> [What is needed]:
Going through the data below, copy out each line where the word "Sucre" shows up.
Listed records: Begin
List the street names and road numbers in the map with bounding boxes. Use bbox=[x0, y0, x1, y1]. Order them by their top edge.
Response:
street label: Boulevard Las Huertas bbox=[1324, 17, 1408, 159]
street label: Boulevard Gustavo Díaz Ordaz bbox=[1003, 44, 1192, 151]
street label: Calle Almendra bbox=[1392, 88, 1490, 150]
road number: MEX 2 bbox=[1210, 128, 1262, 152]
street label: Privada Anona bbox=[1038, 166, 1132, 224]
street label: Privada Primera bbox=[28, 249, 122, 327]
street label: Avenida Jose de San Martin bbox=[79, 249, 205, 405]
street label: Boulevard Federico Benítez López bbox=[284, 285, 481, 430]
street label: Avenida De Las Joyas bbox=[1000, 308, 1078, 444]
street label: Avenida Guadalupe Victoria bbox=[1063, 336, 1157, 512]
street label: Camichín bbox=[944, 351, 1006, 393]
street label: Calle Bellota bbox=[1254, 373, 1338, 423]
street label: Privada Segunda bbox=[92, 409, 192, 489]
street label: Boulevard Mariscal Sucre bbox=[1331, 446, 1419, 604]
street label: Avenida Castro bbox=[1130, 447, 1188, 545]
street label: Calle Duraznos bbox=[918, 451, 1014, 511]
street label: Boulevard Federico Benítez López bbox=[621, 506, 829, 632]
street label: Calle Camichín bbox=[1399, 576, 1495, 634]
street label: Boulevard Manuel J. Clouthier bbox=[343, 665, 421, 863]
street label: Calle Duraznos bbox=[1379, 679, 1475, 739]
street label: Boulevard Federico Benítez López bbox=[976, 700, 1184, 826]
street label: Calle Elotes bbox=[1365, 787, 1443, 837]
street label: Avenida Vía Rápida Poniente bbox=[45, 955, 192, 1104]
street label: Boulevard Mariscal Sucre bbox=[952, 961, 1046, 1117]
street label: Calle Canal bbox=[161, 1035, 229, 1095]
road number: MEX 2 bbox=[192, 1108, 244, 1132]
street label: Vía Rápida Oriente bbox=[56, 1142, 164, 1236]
Listed records: End
> [Written solution]:
street label: Boulevard Mariscal Sucre bbox=[1331, 446, 1419, 604]
street label: Boulevard Mariscal Sucre bbox=[952, 961, 1046, 1117]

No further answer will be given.